* [Work to be completed] Copy out each line of the data that contains "cover".

Saved entries

__________________________________________________

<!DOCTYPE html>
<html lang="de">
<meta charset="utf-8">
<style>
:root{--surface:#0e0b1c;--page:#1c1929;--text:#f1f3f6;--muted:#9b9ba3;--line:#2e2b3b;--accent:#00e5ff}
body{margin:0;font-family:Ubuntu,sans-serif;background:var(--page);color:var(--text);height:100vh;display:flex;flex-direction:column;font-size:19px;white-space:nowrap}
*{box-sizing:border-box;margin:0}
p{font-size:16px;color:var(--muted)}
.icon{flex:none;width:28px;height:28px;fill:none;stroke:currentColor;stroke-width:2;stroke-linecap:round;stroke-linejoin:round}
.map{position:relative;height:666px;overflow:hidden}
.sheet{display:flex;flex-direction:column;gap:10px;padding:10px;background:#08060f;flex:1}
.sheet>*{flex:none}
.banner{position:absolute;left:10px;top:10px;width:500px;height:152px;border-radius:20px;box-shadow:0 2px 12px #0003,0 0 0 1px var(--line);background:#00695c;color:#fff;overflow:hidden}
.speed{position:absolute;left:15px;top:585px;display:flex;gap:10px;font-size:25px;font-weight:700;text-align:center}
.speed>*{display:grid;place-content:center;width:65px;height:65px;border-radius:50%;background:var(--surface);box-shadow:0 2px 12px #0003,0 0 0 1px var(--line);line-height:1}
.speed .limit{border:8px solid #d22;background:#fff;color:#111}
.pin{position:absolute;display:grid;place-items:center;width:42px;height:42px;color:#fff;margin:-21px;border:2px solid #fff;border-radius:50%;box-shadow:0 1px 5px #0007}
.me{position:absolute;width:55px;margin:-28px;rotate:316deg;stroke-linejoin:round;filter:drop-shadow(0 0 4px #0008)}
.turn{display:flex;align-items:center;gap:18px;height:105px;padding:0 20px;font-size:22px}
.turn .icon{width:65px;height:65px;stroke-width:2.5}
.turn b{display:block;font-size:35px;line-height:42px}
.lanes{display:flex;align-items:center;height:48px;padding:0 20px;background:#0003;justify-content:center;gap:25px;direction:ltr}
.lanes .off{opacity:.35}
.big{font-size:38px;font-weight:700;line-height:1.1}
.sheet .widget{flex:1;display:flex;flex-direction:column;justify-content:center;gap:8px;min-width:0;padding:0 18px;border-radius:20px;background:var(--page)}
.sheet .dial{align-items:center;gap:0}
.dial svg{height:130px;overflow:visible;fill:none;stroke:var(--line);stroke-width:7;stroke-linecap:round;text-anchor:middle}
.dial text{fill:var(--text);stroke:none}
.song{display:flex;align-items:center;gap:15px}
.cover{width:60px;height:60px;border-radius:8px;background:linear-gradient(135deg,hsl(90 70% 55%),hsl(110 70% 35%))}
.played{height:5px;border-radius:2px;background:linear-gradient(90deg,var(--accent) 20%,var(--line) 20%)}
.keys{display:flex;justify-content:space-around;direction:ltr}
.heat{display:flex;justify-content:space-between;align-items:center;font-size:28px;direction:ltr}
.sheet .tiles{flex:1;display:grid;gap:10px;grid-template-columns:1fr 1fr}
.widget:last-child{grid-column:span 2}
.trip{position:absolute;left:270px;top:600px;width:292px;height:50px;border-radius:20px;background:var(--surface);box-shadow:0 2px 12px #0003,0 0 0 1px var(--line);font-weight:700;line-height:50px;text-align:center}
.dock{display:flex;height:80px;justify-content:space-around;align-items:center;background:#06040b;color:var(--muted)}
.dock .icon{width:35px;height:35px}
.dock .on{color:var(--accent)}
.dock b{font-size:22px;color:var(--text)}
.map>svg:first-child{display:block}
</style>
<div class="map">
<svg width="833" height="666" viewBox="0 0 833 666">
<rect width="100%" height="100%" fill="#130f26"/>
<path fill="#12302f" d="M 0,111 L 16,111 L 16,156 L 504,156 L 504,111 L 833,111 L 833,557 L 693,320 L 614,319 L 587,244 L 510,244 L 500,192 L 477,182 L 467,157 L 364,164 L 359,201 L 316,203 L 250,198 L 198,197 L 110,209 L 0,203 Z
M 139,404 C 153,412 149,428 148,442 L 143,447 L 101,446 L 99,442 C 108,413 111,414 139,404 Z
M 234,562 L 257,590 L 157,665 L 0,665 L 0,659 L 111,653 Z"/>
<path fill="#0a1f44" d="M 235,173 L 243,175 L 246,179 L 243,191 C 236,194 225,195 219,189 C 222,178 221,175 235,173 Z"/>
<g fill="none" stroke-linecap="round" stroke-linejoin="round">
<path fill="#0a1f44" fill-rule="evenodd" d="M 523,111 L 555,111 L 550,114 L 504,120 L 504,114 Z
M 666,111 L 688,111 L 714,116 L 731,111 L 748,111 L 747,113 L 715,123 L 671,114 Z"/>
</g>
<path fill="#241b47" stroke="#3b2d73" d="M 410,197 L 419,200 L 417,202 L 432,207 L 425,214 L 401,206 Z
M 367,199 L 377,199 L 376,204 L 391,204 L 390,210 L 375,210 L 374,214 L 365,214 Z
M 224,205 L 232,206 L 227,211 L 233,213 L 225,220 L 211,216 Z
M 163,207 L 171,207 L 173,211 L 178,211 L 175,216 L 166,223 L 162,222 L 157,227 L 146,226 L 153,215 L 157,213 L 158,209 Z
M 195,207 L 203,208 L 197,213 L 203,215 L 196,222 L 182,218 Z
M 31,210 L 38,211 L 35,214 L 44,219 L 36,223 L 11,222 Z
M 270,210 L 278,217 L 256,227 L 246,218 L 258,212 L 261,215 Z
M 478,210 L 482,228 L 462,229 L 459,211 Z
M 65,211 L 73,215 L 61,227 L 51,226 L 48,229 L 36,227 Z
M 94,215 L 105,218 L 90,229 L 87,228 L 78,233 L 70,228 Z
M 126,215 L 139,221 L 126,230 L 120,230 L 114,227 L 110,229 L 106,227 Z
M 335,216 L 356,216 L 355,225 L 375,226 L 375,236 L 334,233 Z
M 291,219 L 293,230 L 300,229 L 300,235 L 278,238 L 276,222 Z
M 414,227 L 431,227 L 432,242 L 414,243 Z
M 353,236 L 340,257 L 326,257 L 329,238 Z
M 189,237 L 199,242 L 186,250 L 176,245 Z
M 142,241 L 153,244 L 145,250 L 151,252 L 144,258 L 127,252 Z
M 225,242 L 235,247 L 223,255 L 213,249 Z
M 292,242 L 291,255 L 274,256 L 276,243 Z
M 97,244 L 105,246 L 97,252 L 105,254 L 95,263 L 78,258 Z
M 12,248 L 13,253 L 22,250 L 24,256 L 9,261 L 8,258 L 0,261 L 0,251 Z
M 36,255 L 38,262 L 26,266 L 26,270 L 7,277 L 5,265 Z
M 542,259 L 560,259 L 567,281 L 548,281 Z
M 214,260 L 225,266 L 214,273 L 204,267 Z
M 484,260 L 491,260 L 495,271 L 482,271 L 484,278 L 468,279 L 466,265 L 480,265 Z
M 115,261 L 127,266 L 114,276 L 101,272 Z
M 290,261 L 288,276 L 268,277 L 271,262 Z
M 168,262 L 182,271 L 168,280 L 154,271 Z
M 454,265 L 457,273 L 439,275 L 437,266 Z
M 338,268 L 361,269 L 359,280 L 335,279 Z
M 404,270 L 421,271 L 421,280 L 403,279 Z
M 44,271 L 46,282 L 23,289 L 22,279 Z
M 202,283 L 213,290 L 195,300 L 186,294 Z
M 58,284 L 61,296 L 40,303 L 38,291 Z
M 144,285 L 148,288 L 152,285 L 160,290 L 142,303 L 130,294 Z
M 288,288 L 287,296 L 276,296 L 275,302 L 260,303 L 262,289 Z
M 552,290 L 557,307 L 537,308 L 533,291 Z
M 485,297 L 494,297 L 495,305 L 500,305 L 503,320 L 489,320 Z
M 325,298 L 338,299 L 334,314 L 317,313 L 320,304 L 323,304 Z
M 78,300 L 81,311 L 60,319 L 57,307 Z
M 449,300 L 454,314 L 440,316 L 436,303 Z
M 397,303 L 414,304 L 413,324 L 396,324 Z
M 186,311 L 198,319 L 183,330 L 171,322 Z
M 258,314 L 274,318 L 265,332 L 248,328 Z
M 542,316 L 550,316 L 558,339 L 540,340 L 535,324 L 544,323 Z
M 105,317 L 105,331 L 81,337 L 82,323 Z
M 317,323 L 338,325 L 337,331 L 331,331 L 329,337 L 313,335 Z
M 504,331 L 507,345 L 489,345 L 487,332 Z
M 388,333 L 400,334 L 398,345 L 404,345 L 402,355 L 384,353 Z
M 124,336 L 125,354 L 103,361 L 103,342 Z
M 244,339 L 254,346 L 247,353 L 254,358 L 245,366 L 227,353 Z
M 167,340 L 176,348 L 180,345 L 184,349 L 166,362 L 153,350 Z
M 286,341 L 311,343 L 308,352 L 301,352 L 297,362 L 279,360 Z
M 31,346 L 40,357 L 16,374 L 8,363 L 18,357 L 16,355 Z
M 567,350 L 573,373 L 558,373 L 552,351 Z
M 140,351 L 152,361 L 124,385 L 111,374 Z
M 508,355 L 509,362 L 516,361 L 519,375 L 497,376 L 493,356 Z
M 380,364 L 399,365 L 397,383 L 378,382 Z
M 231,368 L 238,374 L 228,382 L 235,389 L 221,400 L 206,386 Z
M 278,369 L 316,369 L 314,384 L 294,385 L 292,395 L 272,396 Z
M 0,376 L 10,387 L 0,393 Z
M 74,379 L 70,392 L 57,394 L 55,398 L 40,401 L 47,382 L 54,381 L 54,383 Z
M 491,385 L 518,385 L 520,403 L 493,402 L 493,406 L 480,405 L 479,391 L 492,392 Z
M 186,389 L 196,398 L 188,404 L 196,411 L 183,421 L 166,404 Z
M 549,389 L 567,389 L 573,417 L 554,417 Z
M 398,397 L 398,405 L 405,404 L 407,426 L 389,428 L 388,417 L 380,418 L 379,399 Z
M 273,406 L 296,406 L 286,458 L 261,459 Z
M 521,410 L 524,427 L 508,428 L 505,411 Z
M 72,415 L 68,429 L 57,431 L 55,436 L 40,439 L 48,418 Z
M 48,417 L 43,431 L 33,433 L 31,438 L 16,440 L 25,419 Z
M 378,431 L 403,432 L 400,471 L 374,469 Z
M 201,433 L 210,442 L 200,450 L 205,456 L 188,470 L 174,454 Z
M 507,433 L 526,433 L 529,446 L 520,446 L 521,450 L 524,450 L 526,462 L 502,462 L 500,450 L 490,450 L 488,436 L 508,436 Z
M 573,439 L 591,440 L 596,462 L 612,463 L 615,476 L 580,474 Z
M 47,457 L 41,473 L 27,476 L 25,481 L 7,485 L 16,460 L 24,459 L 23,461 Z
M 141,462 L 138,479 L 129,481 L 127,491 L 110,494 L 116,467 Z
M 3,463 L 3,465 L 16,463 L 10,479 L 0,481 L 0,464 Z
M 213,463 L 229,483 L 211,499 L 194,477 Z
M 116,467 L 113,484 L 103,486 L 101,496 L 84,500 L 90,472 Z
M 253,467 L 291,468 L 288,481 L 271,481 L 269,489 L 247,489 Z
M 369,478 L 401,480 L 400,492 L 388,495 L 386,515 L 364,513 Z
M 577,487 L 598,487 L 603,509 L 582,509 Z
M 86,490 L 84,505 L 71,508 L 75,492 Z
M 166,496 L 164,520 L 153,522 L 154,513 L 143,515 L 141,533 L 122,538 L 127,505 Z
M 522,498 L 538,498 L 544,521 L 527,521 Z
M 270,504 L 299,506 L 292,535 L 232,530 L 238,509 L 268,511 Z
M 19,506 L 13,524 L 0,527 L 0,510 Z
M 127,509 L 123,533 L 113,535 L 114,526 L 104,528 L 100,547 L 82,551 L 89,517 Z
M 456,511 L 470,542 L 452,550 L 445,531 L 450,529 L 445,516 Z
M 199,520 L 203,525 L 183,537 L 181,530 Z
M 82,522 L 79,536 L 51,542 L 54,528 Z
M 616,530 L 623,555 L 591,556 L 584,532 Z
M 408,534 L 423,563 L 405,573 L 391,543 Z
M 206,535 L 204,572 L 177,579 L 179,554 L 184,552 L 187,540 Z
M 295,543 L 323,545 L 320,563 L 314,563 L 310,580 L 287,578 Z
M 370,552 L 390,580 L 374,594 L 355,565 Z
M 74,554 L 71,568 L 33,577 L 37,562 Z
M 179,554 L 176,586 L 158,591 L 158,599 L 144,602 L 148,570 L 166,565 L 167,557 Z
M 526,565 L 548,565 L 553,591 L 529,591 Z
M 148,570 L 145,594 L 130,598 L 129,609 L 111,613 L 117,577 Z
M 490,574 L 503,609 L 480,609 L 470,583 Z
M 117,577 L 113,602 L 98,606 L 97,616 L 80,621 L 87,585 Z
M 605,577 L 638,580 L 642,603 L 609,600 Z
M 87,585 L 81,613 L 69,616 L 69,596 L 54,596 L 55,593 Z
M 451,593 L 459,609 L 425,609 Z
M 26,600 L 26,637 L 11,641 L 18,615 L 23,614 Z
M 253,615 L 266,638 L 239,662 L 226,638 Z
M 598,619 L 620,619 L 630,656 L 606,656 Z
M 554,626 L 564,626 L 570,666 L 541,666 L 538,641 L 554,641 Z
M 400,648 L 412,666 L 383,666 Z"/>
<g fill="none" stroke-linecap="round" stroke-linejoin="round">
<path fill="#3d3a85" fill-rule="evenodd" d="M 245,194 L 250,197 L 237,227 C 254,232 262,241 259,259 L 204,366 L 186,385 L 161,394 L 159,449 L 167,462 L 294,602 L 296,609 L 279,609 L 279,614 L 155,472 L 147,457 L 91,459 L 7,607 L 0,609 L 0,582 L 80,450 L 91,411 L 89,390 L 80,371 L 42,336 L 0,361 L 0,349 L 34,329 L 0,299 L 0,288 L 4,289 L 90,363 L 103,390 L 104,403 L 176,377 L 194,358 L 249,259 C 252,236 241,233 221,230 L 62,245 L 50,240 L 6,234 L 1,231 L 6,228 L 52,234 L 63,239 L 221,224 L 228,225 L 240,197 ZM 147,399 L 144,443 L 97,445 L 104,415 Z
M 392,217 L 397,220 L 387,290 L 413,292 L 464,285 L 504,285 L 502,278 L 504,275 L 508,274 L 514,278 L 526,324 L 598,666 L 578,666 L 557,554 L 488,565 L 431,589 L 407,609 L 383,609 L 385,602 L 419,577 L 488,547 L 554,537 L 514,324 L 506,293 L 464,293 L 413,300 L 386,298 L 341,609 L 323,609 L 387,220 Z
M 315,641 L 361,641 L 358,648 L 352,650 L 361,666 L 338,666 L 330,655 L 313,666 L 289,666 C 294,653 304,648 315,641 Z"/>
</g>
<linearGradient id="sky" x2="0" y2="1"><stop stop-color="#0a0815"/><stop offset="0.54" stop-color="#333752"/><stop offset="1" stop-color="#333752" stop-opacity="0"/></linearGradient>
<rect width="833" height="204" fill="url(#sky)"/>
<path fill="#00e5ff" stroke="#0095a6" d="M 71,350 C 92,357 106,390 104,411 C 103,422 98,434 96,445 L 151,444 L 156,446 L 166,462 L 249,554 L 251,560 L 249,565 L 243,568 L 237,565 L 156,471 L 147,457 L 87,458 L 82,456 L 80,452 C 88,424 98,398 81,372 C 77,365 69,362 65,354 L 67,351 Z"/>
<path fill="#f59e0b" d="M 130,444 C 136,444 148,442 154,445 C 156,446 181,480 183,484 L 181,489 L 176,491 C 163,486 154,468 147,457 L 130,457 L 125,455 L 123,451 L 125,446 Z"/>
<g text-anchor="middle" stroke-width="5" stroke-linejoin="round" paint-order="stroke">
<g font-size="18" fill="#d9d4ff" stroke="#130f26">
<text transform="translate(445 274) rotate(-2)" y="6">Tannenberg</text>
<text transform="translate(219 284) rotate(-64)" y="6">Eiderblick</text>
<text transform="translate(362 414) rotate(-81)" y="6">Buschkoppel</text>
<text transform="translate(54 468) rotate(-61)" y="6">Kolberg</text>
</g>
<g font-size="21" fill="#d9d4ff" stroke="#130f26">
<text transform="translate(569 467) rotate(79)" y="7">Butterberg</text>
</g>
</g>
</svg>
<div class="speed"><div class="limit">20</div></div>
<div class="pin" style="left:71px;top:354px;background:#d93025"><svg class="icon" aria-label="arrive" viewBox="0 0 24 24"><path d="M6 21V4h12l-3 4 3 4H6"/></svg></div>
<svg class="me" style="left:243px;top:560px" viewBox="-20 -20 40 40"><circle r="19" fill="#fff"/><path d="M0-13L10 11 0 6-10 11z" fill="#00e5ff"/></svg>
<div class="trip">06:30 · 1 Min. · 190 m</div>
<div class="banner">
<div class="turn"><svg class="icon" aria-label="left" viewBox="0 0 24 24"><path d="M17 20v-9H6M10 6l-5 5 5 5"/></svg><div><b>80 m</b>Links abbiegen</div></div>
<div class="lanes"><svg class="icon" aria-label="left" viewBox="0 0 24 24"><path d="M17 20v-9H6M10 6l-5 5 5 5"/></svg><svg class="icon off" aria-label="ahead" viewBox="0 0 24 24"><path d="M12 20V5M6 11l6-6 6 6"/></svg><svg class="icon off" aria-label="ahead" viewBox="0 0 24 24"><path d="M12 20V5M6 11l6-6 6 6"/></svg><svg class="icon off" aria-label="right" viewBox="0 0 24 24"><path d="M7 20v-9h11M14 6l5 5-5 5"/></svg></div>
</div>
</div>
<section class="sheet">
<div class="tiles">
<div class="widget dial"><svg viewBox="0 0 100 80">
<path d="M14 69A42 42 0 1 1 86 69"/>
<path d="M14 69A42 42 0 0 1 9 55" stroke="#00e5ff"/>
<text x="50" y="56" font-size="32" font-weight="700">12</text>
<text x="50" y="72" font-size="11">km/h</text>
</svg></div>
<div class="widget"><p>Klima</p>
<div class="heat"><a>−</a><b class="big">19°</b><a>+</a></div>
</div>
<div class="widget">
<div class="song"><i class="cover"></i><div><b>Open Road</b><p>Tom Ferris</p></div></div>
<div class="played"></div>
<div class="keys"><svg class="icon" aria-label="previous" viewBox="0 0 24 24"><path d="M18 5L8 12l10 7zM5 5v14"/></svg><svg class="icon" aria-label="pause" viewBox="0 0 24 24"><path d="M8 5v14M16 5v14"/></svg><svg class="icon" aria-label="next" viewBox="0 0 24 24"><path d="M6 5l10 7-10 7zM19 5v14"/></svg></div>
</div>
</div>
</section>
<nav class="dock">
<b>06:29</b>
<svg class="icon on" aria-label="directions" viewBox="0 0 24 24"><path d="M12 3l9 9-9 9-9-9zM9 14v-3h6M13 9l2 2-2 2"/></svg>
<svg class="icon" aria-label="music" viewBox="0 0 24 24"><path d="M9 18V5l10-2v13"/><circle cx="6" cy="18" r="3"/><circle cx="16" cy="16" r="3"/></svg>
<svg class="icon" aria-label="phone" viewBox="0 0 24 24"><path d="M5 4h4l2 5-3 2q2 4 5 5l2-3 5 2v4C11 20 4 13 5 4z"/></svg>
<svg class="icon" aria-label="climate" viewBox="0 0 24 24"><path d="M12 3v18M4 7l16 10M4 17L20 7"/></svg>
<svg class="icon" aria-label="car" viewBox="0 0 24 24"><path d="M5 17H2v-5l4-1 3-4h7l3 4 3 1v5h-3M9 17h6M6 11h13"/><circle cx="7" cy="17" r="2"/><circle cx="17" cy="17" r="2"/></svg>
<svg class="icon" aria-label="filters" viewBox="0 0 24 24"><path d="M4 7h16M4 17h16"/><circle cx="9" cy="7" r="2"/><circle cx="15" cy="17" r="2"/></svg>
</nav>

__________________________________________________

* [Answer to this exercise]
.cover{width:60px;height:60px;border-radius:8px;background:linear-gradient(135deg,hsl(90 70% 55%),hsl(110 70% 35%))}
<div class="song"><i class="cover"></i><div><b>Open Road</b><p>Tom Ferris</p></div></div>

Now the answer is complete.